Segment Start: Data excerpts

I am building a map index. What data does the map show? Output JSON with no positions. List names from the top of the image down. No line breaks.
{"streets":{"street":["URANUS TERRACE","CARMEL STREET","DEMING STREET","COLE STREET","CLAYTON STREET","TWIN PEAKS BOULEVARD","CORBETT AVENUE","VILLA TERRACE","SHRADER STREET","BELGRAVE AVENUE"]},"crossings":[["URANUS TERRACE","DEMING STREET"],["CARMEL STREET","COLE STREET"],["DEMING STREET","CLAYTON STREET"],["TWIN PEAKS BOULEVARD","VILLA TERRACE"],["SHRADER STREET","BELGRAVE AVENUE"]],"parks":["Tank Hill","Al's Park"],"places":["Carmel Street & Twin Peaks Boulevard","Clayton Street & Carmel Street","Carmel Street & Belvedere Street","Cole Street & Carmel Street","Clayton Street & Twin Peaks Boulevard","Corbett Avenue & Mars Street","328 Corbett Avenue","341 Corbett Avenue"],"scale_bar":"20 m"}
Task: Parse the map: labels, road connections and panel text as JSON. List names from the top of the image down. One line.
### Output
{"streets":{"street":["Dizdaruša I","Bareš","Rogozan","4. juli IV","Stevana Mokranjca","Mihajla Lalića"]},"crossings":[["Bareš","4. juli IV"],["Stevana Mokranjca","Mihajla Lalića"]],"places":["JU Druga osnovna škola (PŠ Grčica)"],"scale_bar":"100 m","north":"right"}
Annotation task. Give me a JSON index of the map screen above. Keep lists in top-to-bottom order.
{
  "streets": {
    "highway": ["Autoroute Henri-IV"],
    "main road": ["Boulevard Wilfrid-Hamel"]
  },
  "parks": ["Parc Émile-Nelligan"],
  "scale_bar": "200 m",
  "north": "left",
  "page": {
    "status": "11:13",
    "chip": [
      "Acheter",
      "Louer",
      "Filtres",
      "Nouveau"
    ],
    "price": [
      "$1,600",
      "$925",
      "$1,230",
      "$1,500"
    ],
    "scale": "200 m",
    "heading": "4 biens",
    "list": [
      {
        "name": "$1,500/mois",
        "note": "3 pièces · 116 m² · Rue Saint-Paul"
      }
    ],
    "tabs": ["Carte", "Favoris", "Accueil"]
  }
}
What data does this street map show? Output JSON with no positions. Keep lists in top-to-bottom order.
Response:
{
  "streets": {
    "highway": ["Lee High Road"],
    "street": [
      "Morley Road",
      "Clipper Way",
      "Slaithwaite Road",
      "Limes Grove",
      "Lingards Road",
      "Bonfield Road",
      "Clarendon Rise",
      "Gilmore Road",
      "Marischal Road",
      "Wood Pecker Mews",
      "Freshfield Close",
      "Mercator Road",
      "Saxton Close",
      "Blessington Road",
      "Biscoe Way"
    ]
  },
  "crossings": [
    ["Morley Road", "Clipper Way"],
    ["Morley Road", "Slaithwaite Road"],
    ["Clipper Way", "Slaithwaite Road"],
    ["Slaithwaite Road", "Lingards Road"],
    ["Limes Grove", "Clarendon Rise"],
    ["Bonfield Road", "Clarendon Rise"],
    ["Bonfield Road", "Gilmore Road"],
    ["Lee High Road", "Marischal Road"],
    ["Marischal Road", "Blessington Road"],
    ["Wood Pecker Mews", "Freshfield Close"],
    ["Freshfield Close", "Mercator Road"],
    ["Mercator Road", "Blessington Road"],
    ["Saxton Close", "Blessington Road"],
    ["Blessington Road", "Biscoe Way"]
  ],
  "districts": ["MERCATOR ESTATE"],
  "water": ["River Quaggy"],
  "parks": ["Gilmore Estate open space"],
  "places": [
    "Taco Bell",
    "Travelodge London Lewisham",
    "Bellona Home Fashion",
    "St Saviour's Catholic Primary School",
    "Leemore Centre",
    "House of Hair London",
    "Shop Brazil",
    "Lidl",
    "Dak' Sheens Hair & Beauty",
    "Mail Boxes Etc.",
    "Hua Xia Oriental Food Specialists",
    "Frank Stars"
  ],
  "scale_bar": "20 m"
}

Segment End: Data excerpts

Exact duplication is required for the lines above, from the line that contains "Annotation task. Give" to the line that contains "What data does this", inclusive; omit all others.

# [Response area]
Annotation task. Give me a JSON index of the map screen above. Keep lists in top-to-bottom order.
{
  "streets": {
    "highway": ["Autoroute Henri-IV"],
    "main road": ["Boulevard Wilfrid-Hamel"]
  },
  "parks": ["Parc Émile-Nelligan"],
  "scale_bar": "200 m",
  "north": "left",
  "page": {
    "status": "11:13",
    "chip": [
      "Acheter",
      "Louer",
      "Filtres",
      "Nouveau"
    ],
    "price": [
      "$1,600",
      "$925",
      "$1,230",
      "$1,500"
    ],
    "scale": "200 m",
    "heading": "4 biens",
    "list": [
      {
        "name": "$1,500/mois",
        "note": "3 pièces · 116 m² · Rue Saint-Paul"
      }
    ],
    "tabs": ["Carte", "Favoris", "Accueil"]
  }
}
What data does this street map show? Output JSON with no positions. Keep lists in top-to-bottom order.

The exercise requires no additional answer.